### Data items
────
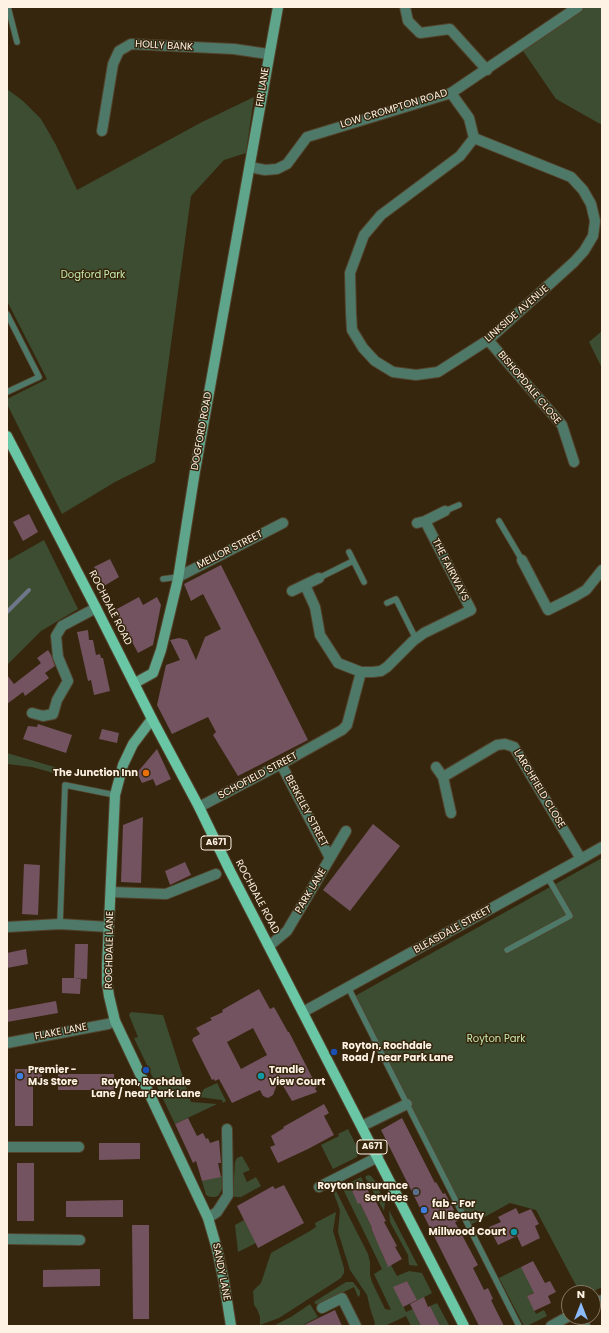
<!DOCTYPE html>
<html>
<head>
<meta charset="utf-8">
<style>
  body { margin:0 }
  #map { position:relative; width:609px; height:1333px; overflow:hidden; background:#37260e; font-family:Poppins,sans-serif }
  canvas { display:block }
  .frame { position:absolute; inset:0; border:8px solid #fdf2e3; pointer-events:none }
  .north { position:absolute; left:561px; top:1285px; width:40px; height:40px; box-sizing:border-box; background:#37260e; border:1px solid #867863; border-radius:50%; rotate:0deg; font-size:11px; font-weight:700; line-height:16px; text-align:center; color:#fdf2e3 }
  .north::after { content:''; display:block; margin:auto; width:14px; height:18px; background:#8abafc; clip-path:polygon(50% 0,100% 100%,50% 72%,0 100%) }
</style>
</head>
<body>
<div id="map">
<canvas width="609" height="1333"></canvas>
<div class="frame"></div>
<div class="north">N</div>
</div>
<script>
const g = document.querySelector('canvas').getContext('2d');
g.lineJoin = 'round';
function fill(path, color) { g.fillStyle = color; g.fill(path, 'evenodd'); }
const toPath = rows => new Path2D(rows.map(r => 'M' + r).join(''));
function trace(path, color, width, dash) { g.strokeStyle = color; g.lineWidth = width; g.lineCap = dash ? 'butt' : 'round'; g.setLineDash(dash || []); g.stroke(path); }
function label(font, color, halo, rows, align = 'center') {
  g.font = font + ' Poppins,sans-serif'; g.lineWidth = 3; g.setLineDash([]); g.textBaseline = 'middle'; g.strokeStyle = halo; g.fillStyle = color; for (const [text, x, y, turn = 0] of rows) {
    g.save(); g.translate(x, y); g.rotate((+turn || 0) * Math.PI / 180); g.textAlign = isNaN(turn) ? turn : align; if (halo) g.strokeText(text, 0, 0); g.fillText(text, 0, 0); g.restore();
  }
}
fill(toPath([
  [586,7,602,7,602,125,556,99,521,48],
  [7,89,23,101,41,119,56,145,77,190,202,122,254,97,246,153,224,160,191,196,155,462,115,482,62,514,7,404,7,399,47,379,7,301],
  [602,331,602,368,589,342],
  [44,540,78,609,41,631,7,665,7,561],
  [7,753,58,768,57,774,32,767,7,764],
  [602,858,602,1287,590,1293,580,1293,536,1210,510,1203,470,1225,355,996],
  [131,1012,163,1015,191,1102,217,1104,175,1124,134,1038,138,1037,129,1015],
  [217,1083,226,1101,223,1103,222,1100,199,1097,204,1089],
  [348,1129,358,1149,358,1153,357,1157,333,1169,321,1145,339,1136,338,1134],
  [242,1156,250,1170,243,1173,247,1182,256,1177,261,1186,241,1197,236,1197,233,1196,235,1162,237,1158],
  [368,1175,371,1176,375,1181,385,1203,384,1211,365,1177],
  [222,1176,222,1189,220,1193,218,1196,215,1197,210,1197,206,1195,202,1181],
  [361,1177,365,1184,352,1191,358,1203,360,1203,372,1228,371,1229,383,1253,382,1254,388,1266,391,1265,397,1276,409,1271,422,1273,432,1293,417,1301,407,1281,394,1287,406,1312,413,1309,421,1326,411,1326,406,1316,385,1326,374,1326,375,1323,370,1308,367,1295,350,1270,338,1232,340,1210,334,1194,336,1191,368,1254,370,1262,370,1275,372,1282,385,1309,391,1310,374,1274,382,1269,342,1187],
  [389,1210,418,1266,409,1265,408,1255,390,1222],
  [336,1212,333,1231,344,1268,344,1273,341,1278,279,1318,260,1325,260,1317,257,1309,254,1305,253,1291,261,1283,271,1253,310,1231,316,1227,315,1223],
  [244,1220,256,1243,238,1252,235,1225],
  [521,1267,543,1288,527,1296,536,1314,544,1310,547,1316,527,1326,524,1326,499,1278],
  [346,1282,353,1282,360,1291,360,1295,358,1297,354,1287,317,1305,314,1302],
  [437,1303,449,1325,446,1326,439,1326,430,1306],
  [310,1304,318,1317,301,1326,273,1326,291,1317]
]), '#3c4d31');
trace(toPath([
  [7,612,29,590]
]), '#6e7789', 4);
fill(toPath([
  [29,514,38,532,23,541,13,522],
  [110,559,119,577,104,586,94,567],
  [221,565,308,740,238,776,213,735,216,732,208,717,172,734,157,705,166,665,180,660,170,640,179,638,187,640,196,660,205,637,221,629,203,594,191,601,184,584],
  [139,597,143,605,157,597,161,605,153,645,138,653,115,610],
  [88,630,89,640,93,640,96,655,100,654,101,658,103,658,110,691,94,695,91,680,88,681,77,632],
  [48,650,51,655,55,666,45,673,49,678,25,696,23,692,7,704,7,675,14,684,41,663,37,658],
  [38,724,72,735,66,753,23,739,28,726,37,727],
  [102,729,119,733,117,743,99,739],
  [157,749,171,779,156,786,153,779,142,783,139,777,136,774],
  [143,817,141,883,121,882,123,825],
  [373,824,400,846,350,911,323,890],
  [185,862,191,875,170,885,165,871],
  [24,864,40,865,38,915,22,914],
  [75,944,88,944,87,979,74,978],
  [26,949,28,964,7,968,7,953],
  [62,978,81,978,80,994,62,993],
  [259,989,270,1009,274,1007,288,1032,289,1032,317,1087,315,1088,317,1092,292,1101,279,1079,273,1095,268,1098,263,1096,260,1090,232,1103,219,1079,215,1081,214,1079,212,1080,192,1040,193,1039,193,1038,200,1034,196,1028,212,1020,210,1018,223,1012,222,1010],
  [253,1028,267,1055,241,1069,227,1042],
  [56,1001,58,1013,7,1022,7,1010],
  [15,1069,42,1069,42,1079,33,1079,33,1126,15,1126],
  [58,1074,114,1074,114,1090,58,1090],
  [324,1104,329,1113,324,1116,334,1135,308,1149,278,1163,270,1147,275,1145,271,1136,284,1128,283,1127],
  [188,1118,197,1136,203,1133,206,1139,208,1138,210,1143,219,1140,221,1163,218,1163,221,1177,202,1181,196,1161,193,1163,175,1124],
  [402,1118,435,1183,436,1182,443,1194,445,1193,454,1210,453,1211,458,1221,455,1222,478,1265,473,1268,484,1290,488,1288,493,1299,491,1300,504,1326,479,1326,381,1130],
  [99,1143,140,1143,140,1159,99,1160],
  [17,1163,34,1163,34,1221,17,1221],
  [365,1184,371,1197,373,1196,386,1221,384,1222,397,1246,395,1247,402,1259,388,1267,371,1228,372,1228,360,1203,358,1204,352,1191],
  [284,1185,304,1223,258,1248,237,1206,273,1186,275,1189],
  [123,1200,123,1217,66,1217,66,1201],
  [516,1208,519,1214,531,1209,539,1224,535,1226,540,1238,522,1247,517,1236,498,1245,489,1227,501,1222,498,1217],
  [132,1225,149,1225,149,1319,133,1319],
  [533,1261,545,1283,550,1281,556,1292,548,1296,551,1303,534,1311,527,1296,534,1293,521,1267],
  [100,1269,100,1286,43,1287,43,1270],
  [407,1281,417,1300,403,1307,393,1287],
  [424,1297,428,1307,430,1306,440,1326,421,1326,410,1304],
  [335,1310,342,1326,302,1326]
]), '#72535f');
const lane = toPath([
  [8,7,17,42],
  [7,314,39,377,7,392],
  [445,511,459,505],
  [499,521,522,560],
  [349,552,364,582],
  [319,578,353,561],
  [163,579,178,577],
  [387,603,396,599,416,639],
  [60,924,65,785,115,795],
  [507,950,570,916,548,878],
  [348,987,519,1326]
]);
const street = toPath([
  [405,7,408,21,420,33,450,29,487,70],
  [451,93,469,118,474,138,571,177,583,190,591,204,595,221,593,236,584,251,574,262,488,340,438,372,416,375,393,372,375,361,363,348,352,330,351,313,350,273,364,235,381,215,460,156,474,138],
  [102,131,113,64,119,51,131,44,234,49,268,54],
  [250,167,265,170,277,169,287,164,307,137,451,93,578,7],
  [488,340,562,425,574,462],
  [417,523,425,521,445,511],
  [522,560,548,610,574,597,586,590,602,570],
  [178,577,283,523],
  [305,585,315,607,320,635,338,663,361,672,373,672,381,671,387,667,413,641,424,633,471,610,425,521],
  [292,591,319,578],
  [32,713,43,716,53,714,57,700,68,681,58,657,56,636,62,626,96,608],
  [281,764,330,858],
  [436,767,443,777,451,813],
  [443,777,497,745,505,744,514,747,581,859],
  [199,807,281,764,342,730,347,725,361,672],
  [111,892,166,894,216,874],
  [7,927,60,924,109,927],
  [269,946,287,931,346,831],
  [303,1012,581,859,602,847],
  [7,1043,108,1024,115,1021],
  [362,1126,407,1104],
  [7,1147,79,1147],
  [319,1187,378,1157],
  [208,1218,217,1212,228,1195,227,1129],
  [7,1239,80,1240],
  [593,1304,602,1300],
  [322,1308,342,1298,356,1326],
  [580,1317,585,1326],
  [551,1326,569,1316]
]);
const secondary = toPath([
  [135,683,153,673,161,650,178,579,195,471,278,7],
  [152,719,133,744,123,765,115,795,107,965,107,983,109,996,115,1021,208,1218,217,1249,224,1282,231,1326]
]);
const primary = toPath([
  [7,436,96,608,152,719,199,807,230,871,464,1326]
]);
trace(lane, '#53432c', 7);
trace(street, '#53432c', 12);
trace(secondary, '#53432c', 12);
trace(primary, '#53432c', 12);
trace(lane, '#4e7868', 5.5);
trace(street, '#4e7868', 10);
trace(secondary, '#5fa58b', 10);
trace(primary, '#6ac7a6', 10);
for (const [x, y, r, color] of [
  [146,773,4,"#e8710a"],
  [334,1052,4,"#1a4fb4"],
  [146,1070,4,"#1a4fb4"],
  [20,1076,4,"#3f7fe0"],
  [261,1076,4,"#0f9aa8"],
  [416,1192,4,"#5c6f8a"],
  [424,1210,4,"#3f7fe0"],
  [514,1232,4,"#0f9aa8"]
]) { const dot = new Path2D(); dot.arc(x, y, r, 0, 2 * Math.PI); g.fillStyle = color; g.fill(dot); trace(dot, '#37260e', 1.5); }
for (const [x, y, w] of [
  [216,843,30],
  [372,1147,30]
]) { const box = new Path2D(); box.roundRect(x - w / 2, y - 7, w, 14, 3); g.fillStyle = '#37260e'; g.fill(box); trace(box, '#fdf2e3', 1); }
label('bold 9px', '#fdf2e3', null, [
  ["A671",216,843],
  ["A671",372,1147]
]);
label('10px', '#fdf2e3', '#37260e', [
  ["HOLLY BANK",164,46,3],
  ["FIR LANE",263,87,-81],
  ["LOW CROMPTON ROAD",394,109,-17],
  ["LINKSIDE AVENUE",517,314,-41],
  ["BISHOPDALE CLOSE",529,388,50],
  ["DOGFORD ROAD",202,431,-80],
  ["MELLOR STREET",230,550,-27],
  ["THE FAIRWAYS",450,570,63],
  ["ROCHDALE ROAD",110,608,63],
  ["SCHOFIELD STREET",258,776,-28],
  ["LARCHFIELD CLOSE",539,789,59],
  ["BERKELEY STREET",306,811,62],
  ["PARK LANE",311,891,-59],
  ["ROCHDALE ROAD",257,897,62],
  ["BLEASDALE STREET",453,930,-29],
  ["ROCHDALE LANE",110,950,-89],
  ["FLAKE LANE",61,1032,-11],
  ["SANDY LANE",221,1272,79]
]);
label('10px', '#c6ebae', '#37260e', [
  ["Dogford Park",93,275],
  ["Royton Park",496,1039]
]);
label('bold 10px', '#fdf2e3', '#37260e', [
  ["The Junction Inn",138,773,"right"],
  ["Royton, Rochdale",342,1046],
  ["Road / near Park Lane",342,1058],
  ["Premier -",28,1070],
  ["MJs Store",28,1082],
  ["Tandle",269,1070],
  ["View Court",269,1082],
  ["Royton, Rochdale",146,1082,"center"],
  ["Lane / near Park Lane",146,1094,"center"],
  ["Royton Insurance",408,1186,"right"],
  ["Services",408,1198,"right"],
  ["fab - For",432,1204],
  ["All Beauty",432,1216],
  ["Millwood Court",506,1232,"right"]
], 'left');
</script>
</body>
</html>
────
### HOW TO COMPLETE THIS TASK
Each line in the records above with "right" must be returned.

### OUTPUT FOR THIS TASK
  ["The Junction Inn",138,773,"right"],
  ["Royton Insurance",408,1186,"right"],
  ["Services",408,1198,"right"],
  ["Millwood Court",506,1232,"right"]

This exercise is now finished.